Specimen Roach, something of a mystery. Finding them can sometimes be fairly easy, catching them a completely different story, so on the odd occasion you know you are fishing the right areas but have no expectation that its going to happen. Hey presto! it does, that was just how it went last week.
After nearly two seasons of not coming close to a 2lb specimen I, at last, got my chance. The location of this catch was something of a leap back in time, as a young man growing up I use to catch awesome bags of Roach with some tipping the scales to the upper 1's and low 2's mark, awesome fishing indeed. So to catch one from only twenty yards upstream of the scene of many a lump bought a feeling of nostalgia.
Starting from the beginning of the day I set my stall out just to trot a mix of maggots and bread flake with the view of just catching some Chub and Roach, no pressure as I'd already had a great season and simply wanted to enjoy some more bank time. I started to catch steadily but nothing big, all fun as plenty of small Chub took a liking to a couple of trotted maggots, practically every trot resulted in a dip on the float. Great little bag builders with a couple of better chub thrown in the mix.

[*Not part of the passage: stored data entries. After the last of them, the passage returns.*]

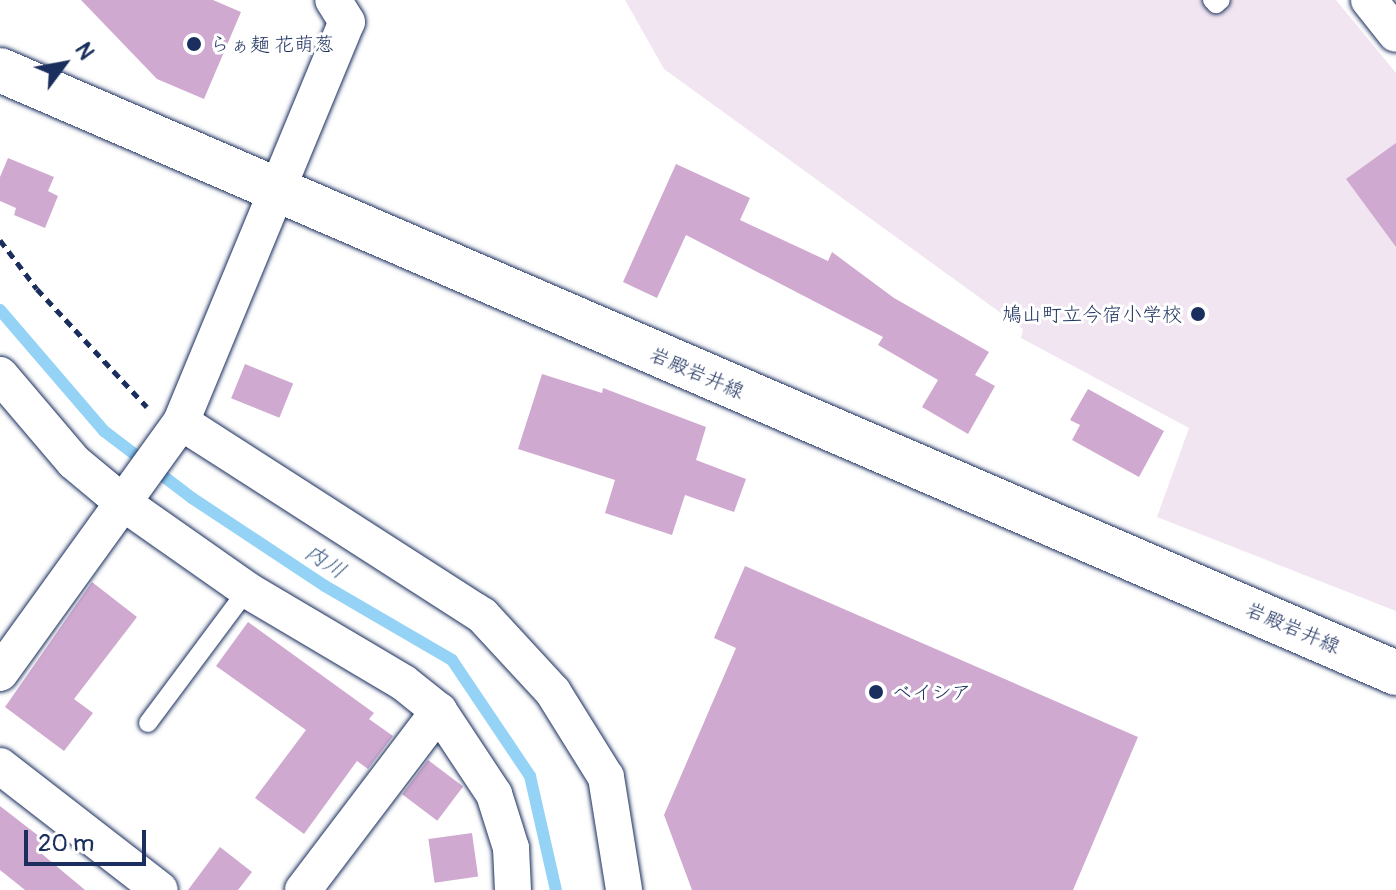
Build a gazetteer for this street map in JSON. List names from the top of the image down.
{
  "streets": {
    "main road": ["岩殿岩井線"]
  },
  "water": ["内川"],
  "places": ["らぁ麺 花萌葱", "鳩山町立今宿小学校", "ベイシア"],
  "scale_bar": "20 m",
  "north": "top right"
}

After a couple of hours, the wading through the small chub began to slow down as the shoal became more wary, not to be disappointed by the slowing down of the sport I decided to head down to an area where a small weir creates a nice crease where often roach, dace and chub sit. For more than twenty minutes I trotted through without much more than hesitant pulls on the float, so I decided to put some flake on and changed my trot. First cast and the float sailed away, met with some force I was convinced I had a chub on the other end, not until the snout came out the water did I realise actually it was a brown trout, not what I was after but good fun all the same.
For another ten minutes the run was baron, not even a half hearted tug to keep me interested. I changed the depth to which I was trotting at and on the second trot down, almost at the end of it the float stopped and slipped under, as soon as I hit it the pull on the tip of the rod was healthy but the flow certainly had something to do with that, at first I could only think it was a small barbel, not long after the initial surge a large orange dorsal fin broke the surface, I immediately knew what it was....a roach! and a good one too!
The vice admiral " Brian" was just upstream of me trotting the pools eddy's and creases when he noticed what I had hooked, I'd never seen someone prepare a net so swiftly!. For a couple of minutes my knees jangled uncontrollably as a redfin which looked to be approaching the two-and-a-half pound mark was wallowing around in the flow, with the net handle at its full extension Brian scooped her up and the rest was history. Number 29: 2lb 2oz.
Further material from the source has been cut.